TOKYO : Asian stocks slid on Thursday as chip-sector stocks tracked overnight declines by Wall Street peers and Facebook owner Meta Platforms warned of accelerating costs for artificial intelligence.
More megacap tech earnings are due later in the day from Apple and Amazon.
The yen hovered close to a three-month low against the dollar, weighed down by political instability after a drubbing for Japan’s ruling coalition in parliamentary elections last weekend, which could delay a normalisation of monetary policy.
The Bank of Japan will announce a rate decision on Thursday, with no change widely expected.
More broadly, the dollar was on the back foot after extending its retreat from near a three-month peak to major peers on Wednesday. Traders were looking ahead warily to a pivotal week that includes monthly U.S. non-farm payrolls on Friday, the presidential election next Tuesday and a Federal Reserve policy decision next Thursday. Gold extended its record high.
Japan’s Nikkei share average fell 0.5 per cent as of 0155 GMT. South Korea’s Kospi dropped 1.3 per cent.
North Korea stirred regional tensions by test firing what a U.S. official said was an intercontinental ballistic missile into the sea off the reclusive nation’s east coast on Thursday.
Hong Kong’s Hang Seng added 0.2 per cent, but mainland Chinese blue chips slipped 0.7 per cent. Investors are awaiting more clarity on stimulus from Beijing next week, when officials convene a week-long congress.
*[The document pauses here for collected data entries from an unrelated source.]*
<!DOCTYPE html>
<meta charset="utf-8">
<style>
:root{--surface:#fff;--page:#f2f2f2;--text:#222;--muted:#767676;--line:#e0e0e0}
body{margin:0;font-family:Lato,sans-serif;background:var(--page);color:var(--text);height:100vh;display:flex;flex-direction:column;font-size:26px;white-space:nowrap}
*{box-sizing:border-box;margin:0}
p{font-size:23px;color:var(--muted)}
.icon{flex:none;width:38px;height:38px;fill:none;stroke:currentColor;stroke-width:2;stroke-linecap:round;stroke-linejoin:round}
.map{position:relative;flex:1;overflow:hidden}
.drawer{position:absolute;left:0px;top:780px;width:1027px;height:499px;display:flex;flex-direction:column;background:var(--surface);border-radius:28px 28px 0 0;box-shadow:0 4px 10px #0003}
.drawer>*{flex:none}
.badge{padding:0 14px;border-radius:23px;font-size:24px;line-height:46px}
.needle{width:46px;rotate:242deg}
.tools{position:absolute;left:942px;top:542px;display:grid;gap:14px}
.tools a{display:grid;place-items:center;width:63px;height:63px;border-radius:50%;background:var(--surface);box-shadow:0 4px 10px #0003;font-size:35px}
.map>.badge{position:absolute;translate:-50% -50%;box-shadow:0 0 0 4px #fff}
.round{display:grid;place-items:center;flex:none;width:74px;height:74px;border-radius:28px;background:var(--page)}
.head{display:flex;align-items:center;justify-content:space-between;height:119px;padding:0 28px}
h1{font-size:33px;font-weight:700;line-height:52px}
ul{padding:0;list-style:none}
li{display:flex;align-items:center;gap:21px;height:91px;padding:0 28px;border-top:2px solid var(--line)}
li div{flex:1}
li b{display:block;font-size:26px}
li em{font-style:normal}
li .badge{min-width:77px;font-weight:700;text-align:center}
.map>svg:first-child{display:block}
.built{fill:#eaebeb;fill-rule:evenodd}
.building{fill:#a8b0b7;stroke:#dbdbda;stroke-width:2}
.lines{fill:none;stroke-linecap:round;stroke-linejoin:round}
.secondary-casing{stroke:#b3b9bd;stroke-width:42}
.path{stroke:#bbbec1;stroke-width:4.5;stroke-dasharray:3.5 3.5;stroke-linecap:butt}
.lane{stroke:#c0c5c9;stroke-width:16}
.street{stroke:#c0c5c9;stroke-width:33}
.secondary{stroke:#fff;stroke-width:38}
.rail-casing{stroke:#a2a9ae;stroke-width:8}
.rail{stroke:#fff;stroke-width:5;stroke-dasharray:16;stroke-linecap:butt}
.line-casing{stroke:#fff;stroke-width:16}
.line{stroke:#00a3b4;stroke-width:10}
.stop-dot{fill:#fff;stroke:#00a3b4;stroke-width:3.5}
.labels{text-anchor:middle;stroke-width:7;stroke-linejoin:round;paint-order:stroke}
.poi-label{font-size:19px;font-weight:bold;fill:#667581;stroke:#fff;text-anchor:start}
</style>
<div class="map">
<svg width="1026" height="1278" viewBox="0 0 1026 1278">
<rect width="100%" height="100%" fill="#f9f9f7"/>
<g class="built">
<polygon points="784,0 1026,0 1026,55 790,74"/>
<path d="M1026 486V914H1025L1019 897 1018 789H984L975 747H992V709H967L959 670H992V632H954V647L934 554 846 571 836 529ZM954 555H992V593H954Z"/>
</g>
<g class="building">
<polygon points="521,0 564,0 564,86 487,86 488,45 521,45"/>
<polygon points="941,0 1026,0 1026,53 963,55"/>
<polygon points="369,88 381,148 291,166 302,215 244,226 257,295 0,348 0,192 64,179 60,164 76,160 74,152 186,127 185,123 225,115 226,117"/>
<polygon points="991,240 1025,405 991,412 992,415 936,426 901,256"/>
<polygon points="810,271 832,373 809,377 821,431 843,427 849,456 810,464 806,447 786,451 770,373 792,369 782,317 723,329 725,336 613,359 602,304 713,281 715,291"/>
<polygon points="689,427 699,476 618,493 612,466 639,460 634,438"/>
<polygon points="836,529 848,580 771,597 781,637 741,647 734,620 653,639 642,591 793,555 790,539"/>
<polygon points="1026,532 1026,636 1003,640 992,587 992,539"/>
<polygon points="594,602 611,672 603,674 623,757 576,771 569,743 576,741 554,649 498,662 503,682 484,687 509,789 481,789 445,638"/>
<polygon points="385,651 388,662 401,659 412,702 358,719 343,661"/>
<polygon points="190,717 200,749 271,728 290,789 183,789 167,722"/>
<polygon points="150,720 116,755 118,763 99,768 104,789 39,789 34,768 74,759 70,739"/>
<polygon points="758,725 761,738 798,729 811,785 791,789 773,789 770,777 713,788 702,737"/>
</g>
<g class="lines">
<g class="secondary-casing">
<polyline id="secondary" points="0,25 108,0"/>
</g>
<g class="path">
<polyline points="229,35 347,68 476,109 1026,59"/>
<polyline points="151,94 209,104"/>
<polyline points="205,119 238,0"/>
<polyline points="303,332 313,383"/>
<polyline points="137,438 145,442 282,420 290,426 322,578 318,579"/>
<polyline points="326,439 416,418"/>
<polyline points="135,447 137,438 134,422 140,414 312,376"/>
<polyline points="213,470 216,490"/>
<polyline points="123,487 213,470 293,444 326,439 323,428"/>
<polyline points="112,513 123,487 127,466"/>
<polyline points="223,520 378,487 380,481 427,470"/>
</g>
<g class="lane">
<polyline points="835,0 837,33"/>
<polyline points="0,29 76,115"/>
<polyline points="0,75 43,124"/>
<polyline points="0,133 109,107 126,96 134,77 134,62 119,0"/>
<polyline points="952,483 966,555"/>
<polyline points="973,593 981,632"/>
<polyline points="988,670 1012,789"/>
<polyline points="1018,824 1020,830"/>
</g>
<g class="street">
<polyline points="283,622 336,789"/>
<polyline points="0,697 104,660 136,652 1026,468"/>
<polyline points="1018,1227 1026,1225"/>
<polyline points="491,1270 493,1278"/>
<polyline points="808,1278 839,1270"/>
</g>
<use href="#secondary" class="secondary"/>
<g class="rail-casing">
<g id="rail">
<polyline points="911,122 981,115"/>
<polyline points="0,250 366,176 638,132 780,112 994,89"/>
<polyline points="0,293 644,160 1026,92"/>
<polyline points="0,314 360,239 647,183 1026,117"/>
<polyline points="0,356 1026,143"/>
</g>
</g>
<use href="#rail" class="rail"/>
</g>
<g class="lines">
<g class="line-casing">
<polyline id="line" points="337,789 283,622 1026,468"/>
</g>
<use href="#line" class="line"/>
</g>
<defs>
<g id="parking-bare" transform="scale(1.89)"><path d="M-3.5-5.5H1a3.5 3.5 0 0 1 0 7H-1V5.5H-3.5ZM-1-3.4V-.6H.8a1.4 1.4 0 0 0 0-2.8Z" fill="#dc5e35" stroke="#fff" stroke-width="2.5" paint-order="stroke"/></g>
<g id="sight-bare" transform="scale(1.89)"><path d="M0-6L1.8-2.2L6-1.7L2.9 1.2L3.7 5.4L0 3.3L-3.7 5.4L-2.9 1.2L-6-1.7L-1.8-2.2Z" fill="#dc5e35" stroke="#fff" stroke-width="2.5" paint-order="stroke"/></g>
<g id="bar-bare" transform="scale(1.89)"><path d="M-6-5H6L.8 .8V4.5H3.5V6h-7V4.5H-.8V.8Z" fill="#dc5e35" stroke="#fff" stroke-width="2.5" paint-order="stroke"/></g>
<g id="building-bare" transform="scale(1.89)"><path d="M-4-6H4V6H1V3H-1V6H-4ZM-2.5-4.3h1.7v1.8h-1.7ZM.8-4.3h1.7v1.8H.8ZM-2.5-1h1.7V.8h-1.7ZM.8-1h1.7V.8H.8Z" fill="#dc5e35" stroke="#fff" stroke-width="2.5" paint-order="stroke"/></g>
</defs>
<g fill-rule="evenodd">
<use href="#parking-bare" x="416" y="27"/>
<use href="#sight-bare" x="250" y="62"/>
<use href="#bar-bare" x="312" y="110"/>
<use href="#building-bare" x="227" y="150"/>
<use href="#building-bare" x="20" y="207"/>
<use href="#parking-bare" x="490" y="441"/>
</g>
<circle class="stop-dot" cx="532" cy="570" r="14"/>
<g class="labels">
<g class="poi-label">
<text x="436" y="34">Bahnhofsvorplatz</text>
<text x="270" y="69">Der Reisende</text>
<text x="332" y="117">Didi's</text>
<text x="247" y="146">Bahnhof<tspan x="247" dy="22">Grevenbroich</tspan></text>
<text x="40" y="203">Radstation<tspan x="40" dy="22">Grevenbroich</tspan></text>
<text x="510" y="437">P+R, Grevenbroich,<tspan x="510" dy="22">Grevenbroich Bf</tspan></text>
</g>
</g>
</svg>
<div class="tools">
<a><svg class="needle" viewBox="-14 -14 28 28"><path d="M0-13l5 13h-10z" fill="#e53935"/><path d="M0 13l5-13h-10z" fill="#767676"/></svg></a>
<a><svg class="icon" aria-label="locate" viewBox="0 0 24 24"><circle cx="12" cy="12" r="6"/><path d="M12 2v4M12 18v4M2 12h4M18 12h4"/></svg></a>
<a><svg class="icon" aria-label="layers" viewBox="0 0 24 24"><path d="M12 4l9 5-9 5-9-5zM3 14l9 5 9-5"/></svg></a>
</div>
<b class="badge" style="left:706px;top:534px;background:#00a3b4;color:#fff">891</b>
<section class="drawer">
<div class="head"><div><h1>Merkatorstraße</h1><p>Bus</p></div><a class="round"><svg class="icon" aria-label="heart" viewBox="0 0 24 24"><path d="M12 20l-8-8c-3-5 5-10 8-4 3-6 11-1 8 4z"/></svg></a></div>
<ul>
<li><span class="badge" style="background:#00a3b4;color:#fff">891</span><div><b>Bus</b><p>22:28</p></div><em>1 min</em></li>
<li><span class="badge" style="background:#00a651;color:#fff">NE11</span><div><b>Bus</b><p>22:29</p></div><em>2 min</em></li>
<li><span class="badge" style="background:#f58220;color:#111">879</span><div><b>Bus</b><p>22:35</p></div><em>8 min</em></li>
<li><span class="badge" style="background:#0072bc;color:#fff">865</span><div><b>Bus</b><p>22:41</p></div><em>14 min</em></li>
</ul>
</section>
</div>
Taiwanese markets were shuttered due to a typhoon.
Nasdaq futures pointed 0.45 per cent lower after the cash index declined 0.56 per cent overnight. The Philadelphia SE semiconductor index slumped 3.35 per cent, with Advanced Micro Devices tumbling more than 10 per cent following dour forecasts.
The U.S. dollar index was steady at 104.15 following its pullback from the highest since Aug. 2 at 104.63 reached on Tuesday.